Exercise instructions => Identify each line below containing the string "Birader" and copy it.

Stored items
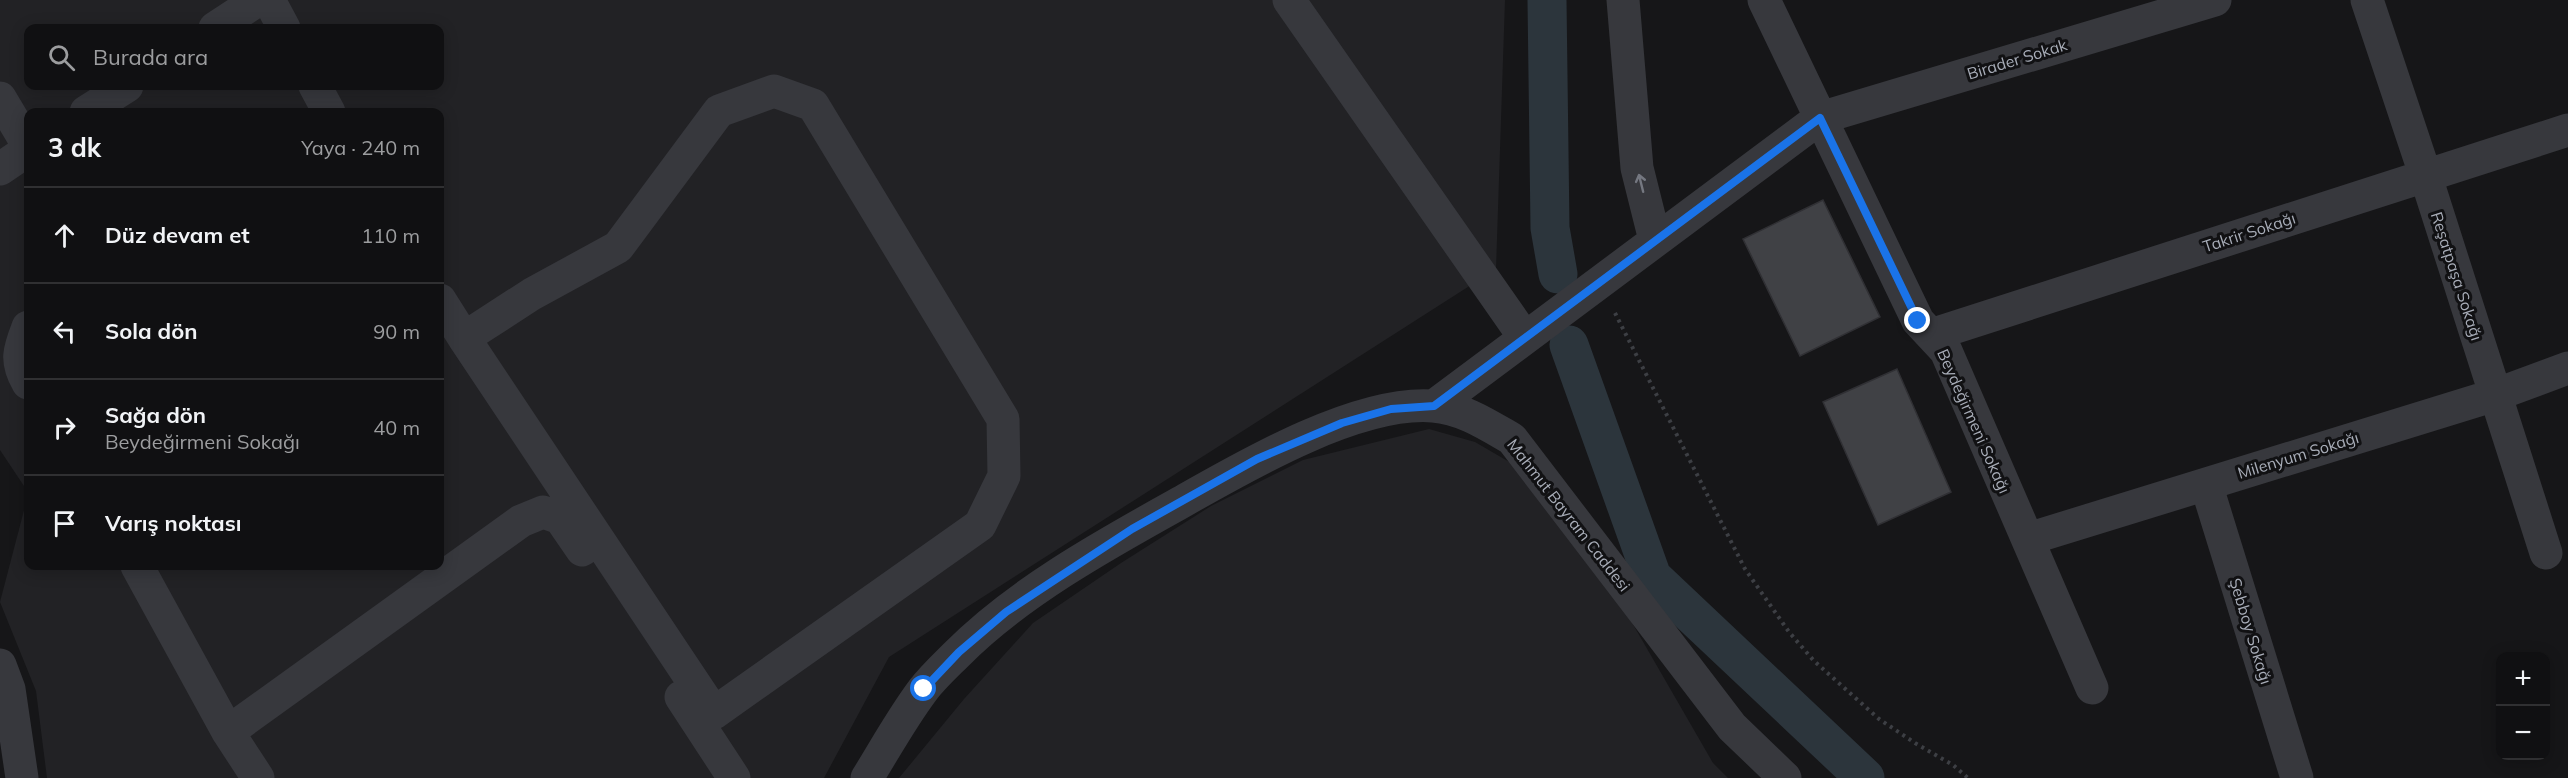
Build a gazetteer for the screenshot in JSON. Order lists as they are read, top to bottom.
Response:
{
  "streets": {
    "street": [
      "Birader Sokak",
      "Takrir Sokağı",
      "Reşatpaşa Sokağı",
      "Beydeğirmeni Sokağı",
      "Milenyum Sokağı",
      "Mahmut Bayram Caddesi",
      "Şebboy Sokağı"
    ]
  },
  "crossings": [
    ["Birader Sokak", "Beydeğirmeni Sokağı"],
    ["Birader Sokak", "Mahmut Bayram Caddesi"],
    ["Takrir Sokağı", "Reşatpaşa Sokağı"],
    ["Takrir Sokağı", "Beydeğirmeni Sokağı"],
    ["Reşatpaşa Sokağı", "Milenyum Sokağı"],
    ["Beydeğirmeni Sokağı", "Milenyum Sokağı"],
    ["Milenyum Sokağı", "Şebboy Sokağı"]
  ],
  "page": {
    "search": "Burada ara",
    "heading": ["3 dk", "Yaya · 240 m"],
    "list": [
      ["Düz devam et", "110 m"],
      ["Sola dön", "90 m"],
      ["Sağa dön", "Beydeğirmeni Sokağı", "40 m"],
      "Varış noktası"
    ],
    "map_buttons": ["+", "−"]
  }
}
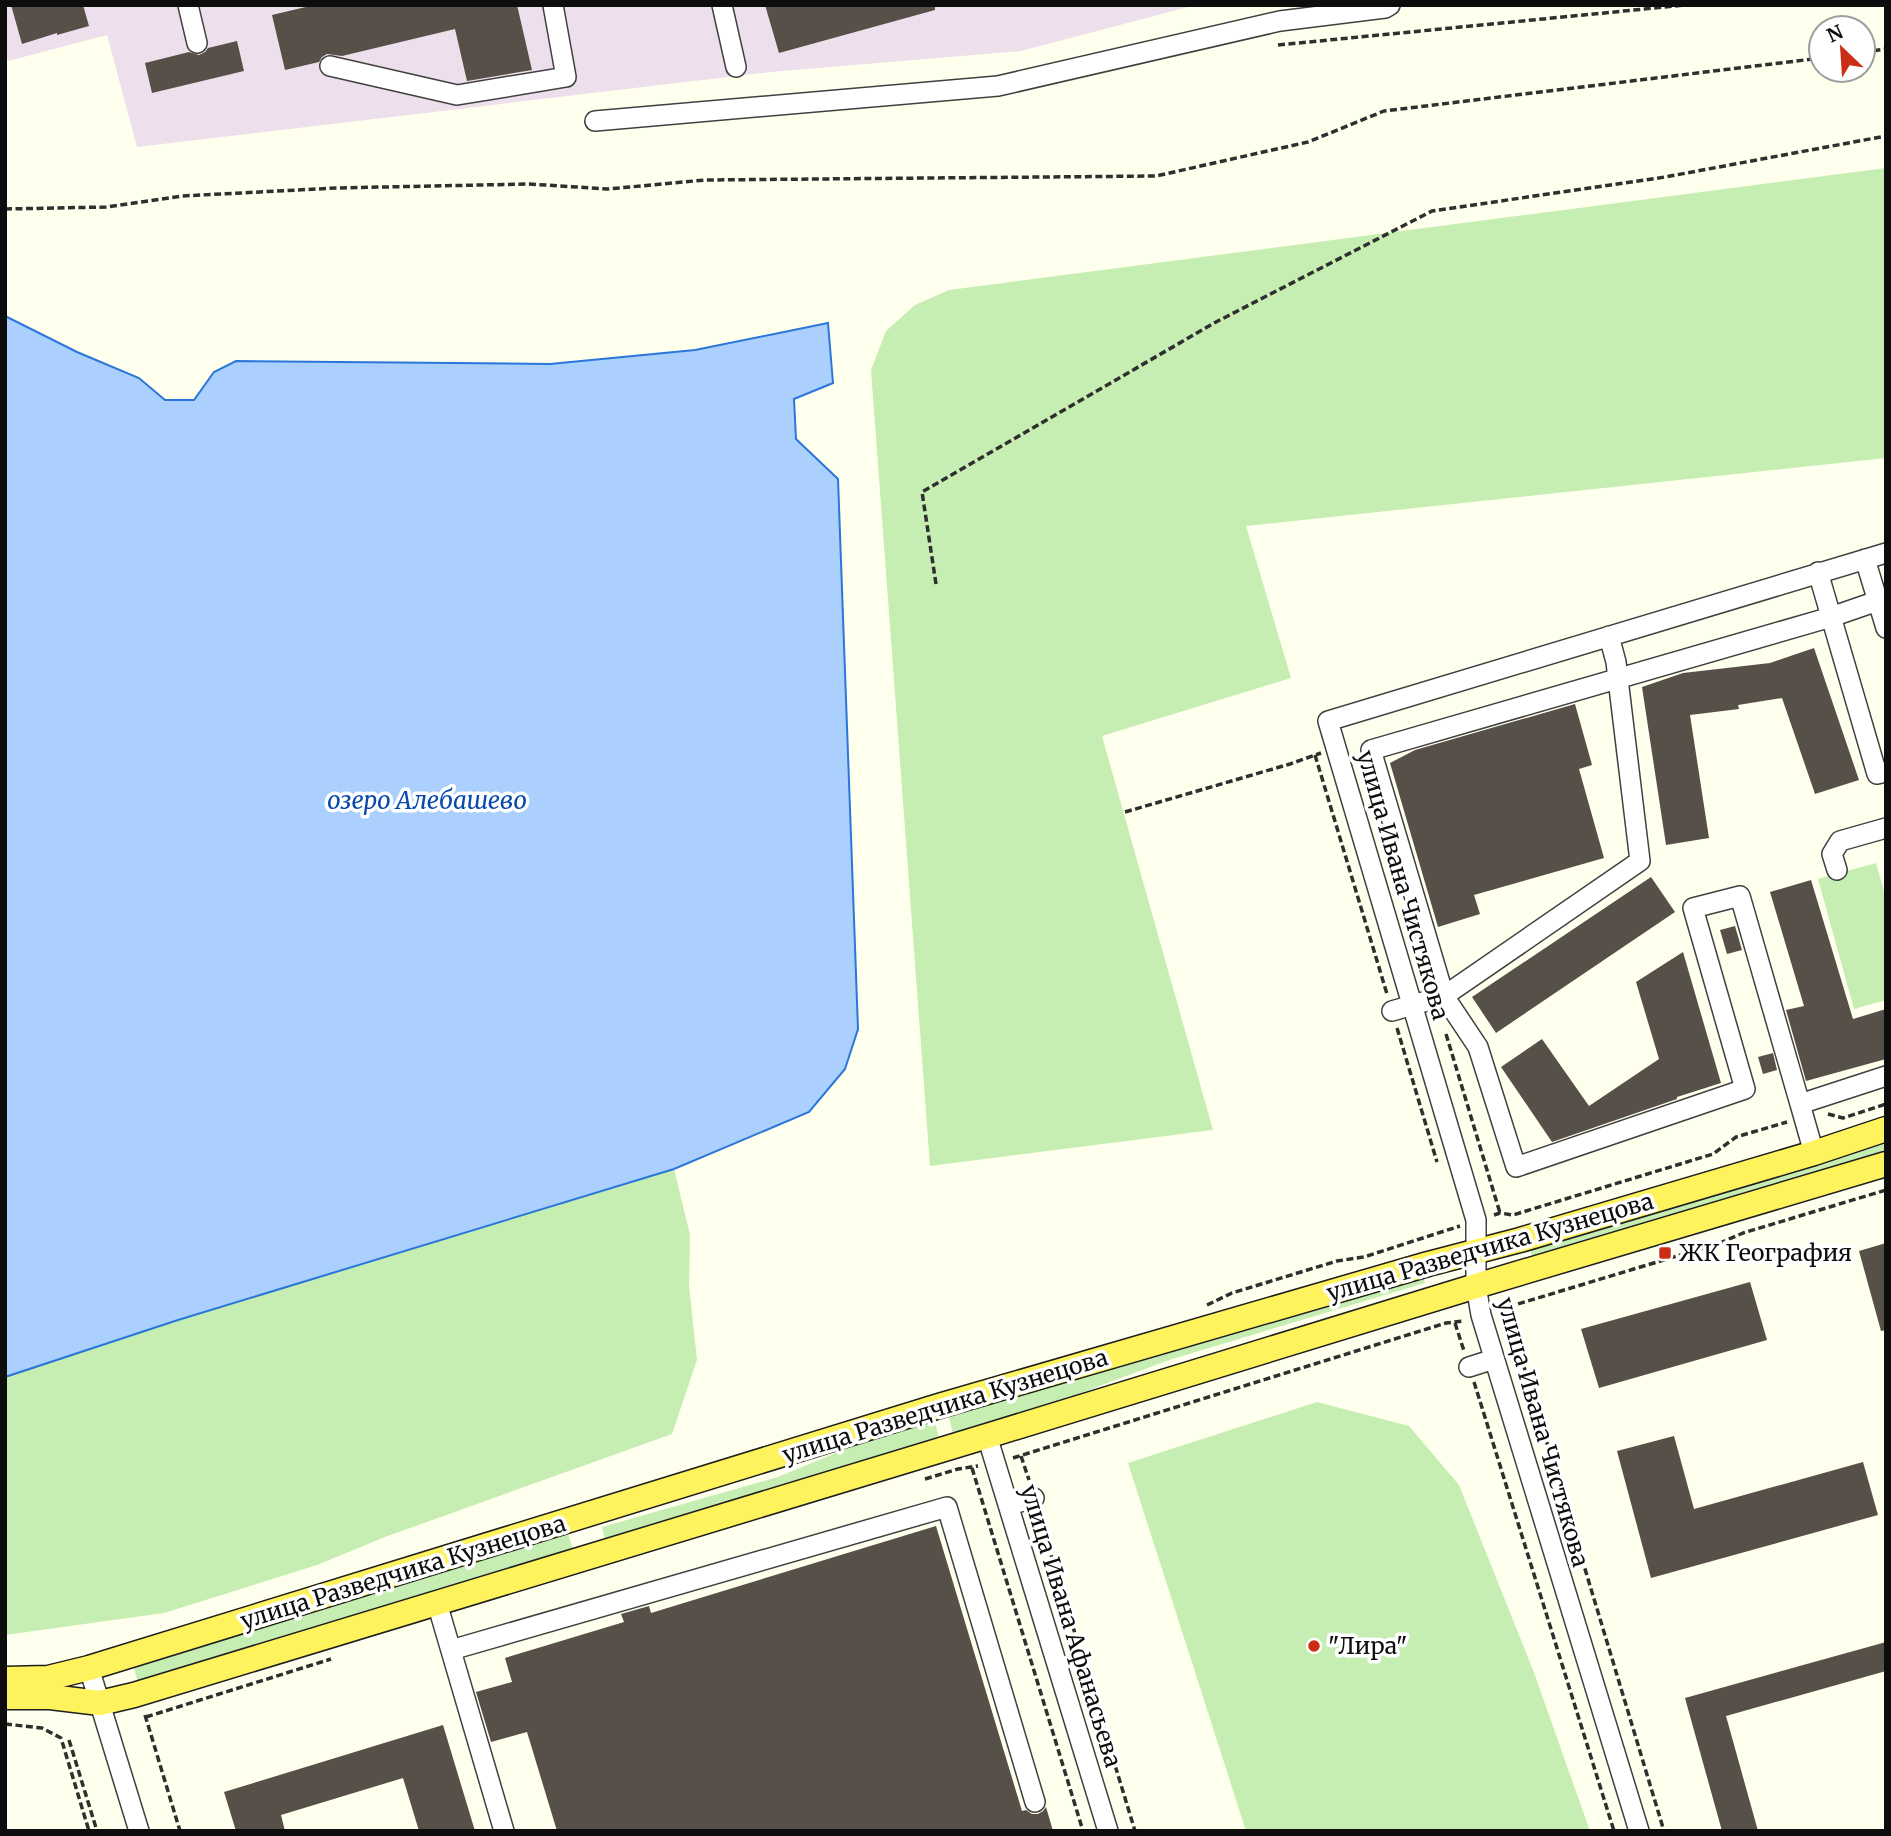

Solution to the exercise =>
      "Birader Sokak",
    ["Birader Sokak", "Beydeğirmeni Sokağı"],
    ["Birader Sokak", "Mahmut Bayram Caddesi"],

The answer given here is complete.